32.6 Practical Usage Patterns

32.6.1 Basic Compilation

import torch

model = MyModel()

# Compile the whole model
compiled_model = torch.compile(model)

# Use normally
output = compiled_model(input)

32.6.2 Selective Compilation

class MyModel(nn.Module):
    def __init__(self):
        super().__init__()
        self.encoder = Encoder()
        self.decoder = Decoder()

    def forward(self, x):
        # Only compile the expensive part
        encoded = torch.compile(self.encoder)(x)
        decoded = self.decoder(encoded)  # Not compiled
        return decoded

32.6.3 Compiling Training Loops

@torch.compile
def train_step(model, optimizer, batch):
    optimizer.zero_grad()
    loss = model(batch).sum()
    loss.backward()
    optimizer.step()
    return loss

# First call compiles, subsequent calls are fast
for batch in dataloader:
    loss = train_step(model, optimizer, batch)

32.6.4 Handling Dynamic Shapes

# Static shapes (default): fastest, least flexible
model = torch.compile(model)

# Dynamic shapes: slower compile, handles varying shapes
model = torch.compile(model, dynamic=True)

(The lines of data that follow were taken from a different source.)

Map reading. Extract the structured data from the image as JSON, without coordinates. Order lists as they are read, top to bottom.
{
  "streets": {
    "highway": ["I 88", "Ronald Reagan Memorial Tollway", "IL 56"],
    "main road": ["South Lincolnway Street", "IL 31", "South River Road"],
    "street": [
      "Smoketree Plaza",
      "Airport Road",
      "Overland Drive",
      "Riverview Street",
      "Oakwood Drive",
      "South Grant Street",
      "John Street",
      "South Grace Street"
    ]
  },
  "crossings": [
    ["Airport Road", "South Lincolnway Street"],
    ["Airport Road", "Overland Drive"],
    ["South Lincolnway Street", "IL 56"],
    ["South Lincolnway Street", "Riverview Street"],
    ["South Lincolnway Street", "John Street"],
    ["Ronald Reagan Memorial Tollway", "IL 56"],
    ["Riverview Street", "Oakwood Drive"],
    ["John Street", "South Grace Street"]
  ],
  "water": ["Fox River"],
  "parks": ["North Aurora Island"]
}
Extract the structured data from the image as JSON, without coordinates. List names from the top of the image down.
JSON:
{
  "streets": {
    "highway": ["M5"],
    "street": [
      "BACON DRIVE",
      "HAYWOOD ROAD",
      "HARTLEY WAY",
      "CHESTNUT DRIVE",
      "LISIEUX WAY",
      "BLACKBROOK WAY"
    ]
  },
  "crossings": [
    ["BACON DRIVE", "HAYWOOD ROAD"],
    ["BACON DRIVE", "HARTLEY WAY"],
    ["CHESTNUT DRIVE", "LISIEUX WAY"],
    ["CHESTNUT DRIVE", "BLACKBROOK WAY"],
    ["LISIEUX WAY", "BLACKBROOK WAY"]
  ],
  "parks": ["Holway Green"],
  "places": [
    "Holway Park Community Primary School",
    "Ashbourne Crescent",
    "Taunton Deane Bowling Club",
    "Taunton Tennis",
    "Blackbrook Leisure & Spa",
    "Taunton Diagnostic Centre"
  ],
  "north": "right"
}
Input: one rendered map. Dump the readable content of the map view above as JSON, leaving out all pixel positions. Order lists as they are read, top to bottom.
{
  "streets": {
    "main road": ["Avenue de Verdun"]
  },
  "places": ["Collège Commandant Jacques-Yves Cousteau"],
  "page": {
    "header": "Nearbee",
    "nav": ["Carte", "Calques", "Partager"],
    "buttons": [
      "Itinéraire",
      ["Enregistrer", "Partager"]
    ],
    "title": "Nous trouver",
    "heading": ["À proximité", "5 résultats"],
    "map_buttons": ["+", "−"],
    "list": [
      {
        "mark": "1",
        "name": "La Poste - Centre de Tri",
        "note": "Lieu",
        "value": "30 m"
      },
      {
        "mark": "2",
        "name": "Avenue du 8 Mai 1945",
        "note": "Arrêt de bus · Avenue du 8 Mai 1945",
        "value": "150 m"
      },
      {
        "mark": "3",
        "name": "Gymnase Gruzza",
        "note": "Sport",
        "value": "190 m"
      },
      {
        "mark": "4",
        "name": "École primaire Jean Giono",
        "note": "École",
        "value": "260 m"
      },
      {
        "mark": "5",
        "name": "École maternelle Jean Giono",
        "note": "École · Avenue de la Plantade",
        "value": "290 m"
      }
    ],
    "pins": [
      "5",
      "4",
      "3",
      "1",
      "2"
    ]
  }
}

# Mark specific dimensions as dynamic
from torch._dynamo import mark_dynamic

def forward(self, x):
    # First dimension (batch) is dynamic
    torch._dynamo.mark_dynamic(x, 0)
    return self.layers(x)

32.7 Debugging Compilation

32.7.1 Common Issues

1. Graph Breaks

# Problem: Print causes graph break
def forward(self, x):
    y = self.linear(x)
    print(f"Output shape: {y.shape}")  # Graph break!
    return y

# Solution: Use torch._dynamo.config.suppress_errors
# Or remove prints in production code

2. Recompilation

# Problem: Different shapes cause recompilation
for batch_size in [16, 32, 64, 128]:
    x = torch.randn(batch_size, 512)
    model(x)  # Recompiles each time!

# Solution: Use dynamic=True or pad to fixed size
model = torch.compile(model, dynamic=True)

3. Slow Compilation

# Problem: First call takes minutes
model = torch.compile(model, mode="max-autotune")
model(x)  # Very slow first call

# Solutions:
# 1. Use default mode for faster compile
model = torch.compile(model)  # Faster compile, good performance

# 2. Warm up once, save compiled model
torch.save(model.state_dict(), "compiled_model.pt")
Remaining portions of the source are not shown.